João Suplicy e Big Band Na Gaveta No SESC Pompéia

O Portal Me Gusta teve o privilégio e a honra de conferir de perto o show de João Suplicy junto à Big Band Na Gaveta em São Paulo no SESC Pompéia nesta sexta, dia 15.

A bela noite começou com os doze músicos da Big Band Na Gaveta tocando uma música instrumental que levantou todo o público, desde os primeiros segundos.

Fotos: André Rossanez

Em seguida eles chamaram ao palco João, que veio do fundo da plateia pelo corredor central até o palco, todo estiloso de camisa colete com seu violão.

Uma parte muito especial do show, foi uma, diria eu, saga de amor e desamor composta por quatro músicas incríveis que me envolveram muito com suas letras e arranjos de primeira.

A primeira “Magia e Sedução” fala daquele momento em que a paixão vem junto ao encantamento. Depois aquela parte gostosa do flerte, de conhecer a pessoa melhor e então se envolver, represetado por “Deixa O Tempo Trabalhar (Mágica)”.

Fotos: André Rossanez

A terceira parte, é quando se arrisca no, como o nome da faixa diz, “Tudo Ou Nada” e se joga na relação de cabeça. Aí a parte do desamor, que vem quando a relação acaba e o cara se torna um “Solteiro e Vagabundo” que vai durar até achar um novo alguém.
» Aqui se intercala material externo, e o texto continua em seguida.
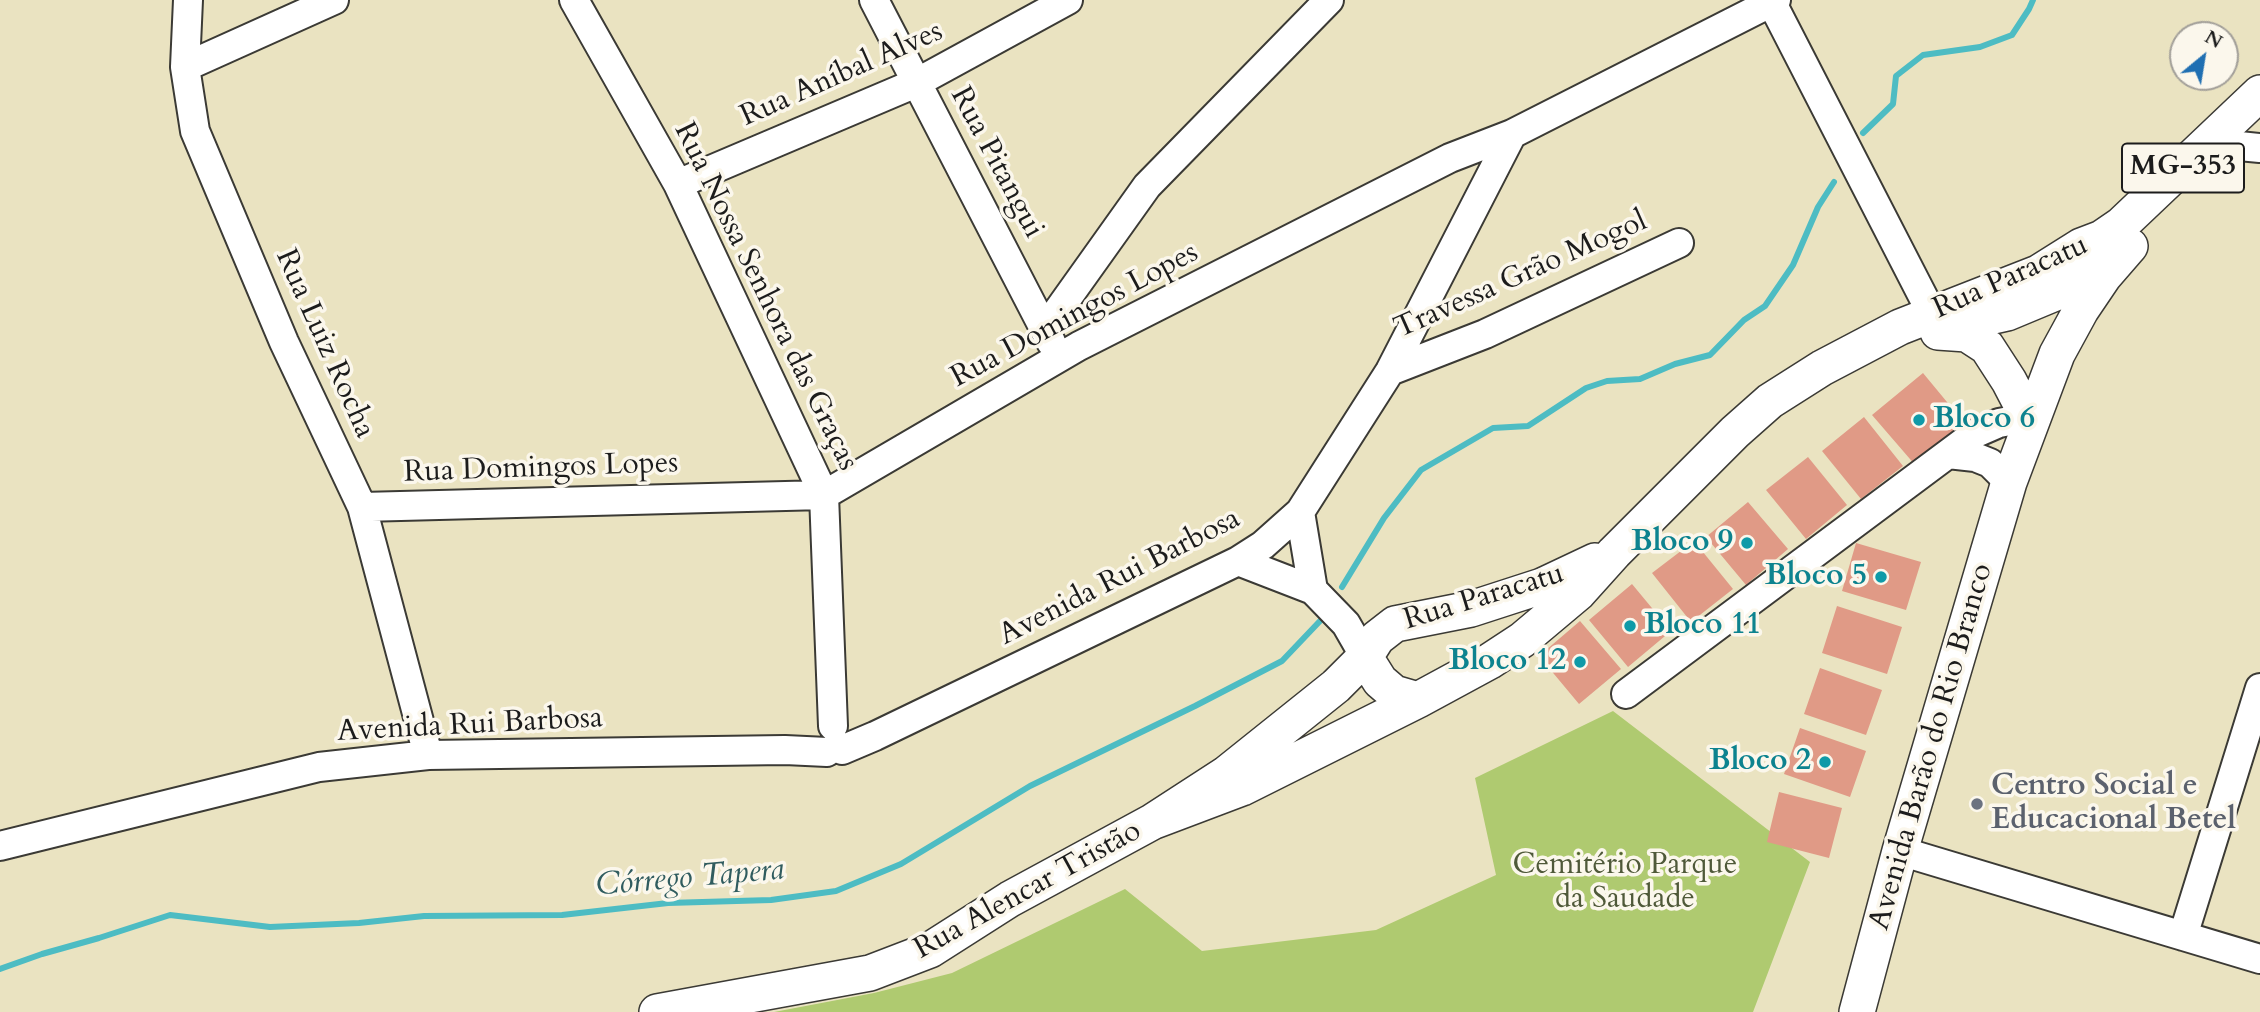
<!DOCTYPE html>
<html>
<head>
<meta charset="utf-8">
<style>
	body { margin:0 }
	#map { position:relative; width:2260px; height:1012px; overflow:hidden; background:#eae3c1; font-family:Cardo,serif }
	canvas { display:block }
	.north { position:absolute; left:2169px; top:21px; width:70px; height:70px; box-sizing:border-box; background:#fbf7ec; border:2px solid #a29f99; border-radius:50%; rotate:30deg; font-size:19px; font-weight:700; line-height:28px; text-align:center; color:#1c1c1c }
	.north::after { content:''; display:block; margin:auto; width:24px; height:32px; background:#1f6fb2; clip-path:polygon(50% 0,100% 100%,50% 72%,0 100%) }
</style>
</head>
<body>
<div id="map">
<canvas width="2260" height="1012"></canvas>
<div class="north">N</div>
</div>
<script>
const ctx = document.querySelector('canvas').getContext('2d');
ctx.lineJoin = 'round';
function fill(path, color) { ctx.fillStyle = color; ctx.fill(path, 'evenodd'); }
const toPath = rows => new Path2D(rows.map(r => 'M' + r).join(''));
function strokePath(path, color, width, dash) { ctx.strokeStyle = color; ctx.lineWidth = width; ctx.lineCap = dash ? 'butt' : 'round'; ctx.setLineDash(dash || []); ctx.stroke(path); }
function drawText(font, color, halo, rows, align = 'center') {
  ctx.font = font + ' Cardo,serif'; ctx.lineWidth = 7; ctx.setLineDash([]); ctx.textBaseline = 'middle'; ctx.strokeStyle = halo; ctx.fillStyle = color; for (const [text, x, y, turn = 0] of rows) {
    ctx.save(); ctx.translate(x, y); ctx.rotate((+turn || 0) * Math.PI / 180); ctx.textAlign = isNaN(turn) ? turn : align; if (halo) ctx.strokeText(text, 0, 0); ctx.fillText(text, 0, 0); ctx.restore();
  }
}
fill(toPath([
	[1613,711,1810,862,1753,1012,774,1012,874,993,952,973,1125,889,1202,951,1376,930,1496,875,1475,778]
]), '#afca70');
strokePath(toPath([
	[1863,133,1893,104,1896,76,1923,55,1980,47,2012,35,2029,9,2033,0],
	[1342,587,1384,518,1421,470,1493,428,1528,426,1586,388,1607,381,1640,379,1675,364,1710,355,1744,320,1765,306,1793,265,1818,207,1834,182],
	[0,969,42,954,99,938,170,915,270,927,359,923,424,916,562,915,668,903,771,900,836,891,901,864,1030,786,1195,706,1282,661,1320,621]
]), '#4dbcc3', 6);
fill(toPath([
	[1923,373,1966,425,1916,466,1872,415],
	[1864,417,1903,466,1861,499,1822,451],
	[1808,457,1847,505,1806,539,1766,490],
	[1748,502,1788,549,1746,585,1706,537],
	[1694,541,1733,589,1691,622,1652,573],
	[1856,543,1921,562,1906,610,1842,591],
	[1632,584,1671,631,1628,667,1589,620],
	[1837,606,1902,627,1887,674,1822,653],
	[1580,621,1621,669,1579,704,1539,656],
	[1820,668,1882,690,1866,735,1804,714],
	[1800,728,1866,751,1850,797,1784,774],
	[1779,792,1842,808,1829,858,1767,842]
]), '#e09a86');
const minor = toPath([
	[188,0,185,67,195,131,284,342,362,507,428,755],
	[574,0,678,184,824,495,833,726],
	[874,0,1051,342],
	[1772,3,1932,314],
	[185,67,334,0],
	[2239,146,2260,148],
	[678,184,916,83,1068,0],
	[1045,329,1147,186,1329,0],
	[1390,371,1485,334,1679,243],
	[1948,454,1975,457,1990,463,2009,482],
	[362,507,824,495,1079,346,1450,158,1512,134,1776,0],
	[1300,512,1313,590],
	[1238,561,1313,590,1346,624,1365,657],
	[1626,694,1976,433,1999,423,2020,419],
	[842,750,875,736,1238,561,1263,545,1300,512,1390,371,1512,134],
	[0,846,319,767,428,755,785,750,827,752],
	[1900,851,2260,959],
	[2183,936,2260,688]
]);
const major = toPath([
	[1954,325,2007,313,2055,293,2108,261],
	[1938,332,1967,334,1987,347,2009,381,2022,406],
	[1365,657,1380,681,1394,693,1418,700],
	[1152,822,1242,788,1418,700,1490,661,1522,640,1578,593,1614,553,1735,432,1770,401,1822,368,1900,327,2038,273,2081,246,2102,238,2121,225,2260,93],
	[657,1012,870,973,930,950,1010,899,1152,822,1226,774,1336,686,1365,657,1377,638,1395,624,1471,609,1542,586,1595,561],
	[1857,1012,1900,851,2009,482,2057,354,2081,310,2104,276,2130,246]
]);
strokePath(minor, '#3b3a35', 32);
strokePath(major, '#3b3a35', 38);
strokePath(minor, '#fff', 28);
strokePath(major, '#fff', 35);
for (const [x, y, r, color] of [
	[1919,420,7,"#0f9aa8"],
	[1747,543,7,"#0f9aa8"],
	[1881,577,7,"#0f9aa8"],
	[1630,626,7,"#0f9aa8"],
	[1580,662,7,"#0f9aa8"],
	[1825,762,7,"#0f9aa8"],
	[1977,804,7,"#6b7280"]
]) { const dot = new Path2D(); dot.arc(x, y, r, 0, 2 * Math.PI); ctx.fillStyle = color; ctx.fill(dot); strokePath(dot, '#fbf7ec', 2.5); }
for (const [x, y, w] of [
	[2183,168,122]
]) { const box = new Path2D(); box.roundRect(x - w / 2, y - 24.5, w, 49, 5); ctx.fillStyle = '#fbf7ec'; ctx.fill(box); strokePath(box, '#1c1c1c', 2); }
drawText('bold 28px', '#1c1c1c', null, [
	["MG-353",2183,168]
]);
drawText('30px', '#1c1c1c', '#fbf7ec', [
	["Rua Aníbal Alves",842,75,-24],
	["Rua Pitangui",996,163,62],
	["Travessa Grão Mogol",1521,276,-24],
	["Rua Paracatu",2011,278,-24],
	["Rua Nossa Senhora das Graças",765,297,64],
	["Rua Domingos Lopes",1075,316,-28],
	["Rua Luiz Rocha",324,344,66],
	["Rua Domingos Lopes",541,469,-2],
	["Avenida Rui Barbosa",1120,578,-27],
	["Rua Paracatu",1484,598,-17],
	["Avenida Rui Barbosa",470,726,-3],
	["Avenida Barão do Rio Branco",1932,747,-74],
	["Rua Alencar Tristão",1028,891,-29]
]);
drawText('bold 30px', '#0d838f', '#fbf7ec', [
	["Bloco 6",1933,420,"left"],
	["Bloco 9",1733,543],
	["Bloco 5",1867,577],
	["Bloco 11",1644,626,"left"],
	["Bloco 12",1566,662],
	["Bloco 2",1811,762]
], 'right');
drawText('bold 30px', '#5b616d', '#fbf7ec', [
	["Centro Social e",1991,787],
	["Educacional Betel",1991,821]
], 'left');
drawText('30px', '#4f5939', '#fbf7ec', [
	["Cemitério Parque",1625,866],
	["da Saudade",1625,900]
]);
drawText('italic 32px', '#305c5f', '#fbf7ec', [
	["Córrego Tapera",690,879,-5]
]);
</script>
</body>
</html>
Destaque também para ótimas releituras de grandes sucessos, que ganharam novos tons sem perder a identidade e com o estilo do cantor e da banda. O belo clássico de Roberto Carlos “Quando” seguido por “Love Me Tender” de Elvis Presley levantou e muito o público que se identificou. Dois reis muito bem representados por Suplicy através de músicas que fizeram parte da história de muita gente.

Fotos: André Rossanez

“Corsário” de João Bosco foi cantada com muita emoção, assim como o clássico “Eu Sei Que Vou Te Amar” de Vinícius de Morais que deixou o amor no ar com muita poesia.

Um ponto alto da noite foi a canção “Dedo Na Ferida”. João através de sua interpretação visceral mostrou todo seu potencial vocal e sua grandeza como cantor, em uma música cheia de nuances que foi cantada com o coração e maestria.

Fotos: André Rossanez

Outro ponto alto foi quando João Suplicy nos surpreendeu em “Um Abraço e Um Olhar”. Ao decorrer da música, o artista desceu do palco e “se jogou” pelo corredor no meio da plateia, levando todos ao delírio ao cantar bem de pertinho, com olho no olho e interagindo com todo seu carisma e talento. Foi mágico.

O artista depois se despediu. O show não parou. No palco, a sensacional Big Bang Na Gaveta relembrou que no começo da carreira apenas apresentavam músicas instrumentais e só depois começaram a cantar também. Relembraram o projeto “Big Band Blues” apresentando o grande hit de B. B. King, “Caldonia”. Foi de arrepiar todo o corpo, do dedinho ao fio de cabelo.

Fotos: André Rossanez

E quem achou que acabou, se enganou. João voltou ao palco com seus amigos e mais uma vez relembrou Elvis Prealey com a animada ” Sudpicious Minds”. Por fim, encerrando a apresentação, se jogou no forró com uma das maiores músicas brasileiras, “Coroné Antônio Bento”, já gravada por Cássia Eller.

Fotos: André Rossanez

João Suplicy é sem dúvida, um dos maiores, melhores e mais completos cantores do Brasil. Um dos melhores que já ouvi até hoje. Mega talentoso é um grande músico com excelente repertório, cheio de canções muito bem construídas em letras e arranjos. Além de ótimo cantor, um ótimo compositor.

A banda Big Band Na Gaveta é simplesmente sensacional. Além de tocarem muito e dos doze se completarem, eles são extremamente carismáticos e sabem como ninguém levantar a plateia.

Foto: André Rossanez

Foi muito bacana ver a interação e a química entre a Big Band Na Gaveta e João Suplicy. Eles se entendem e se completam no palco e transmitem muita emoção e animação ao público.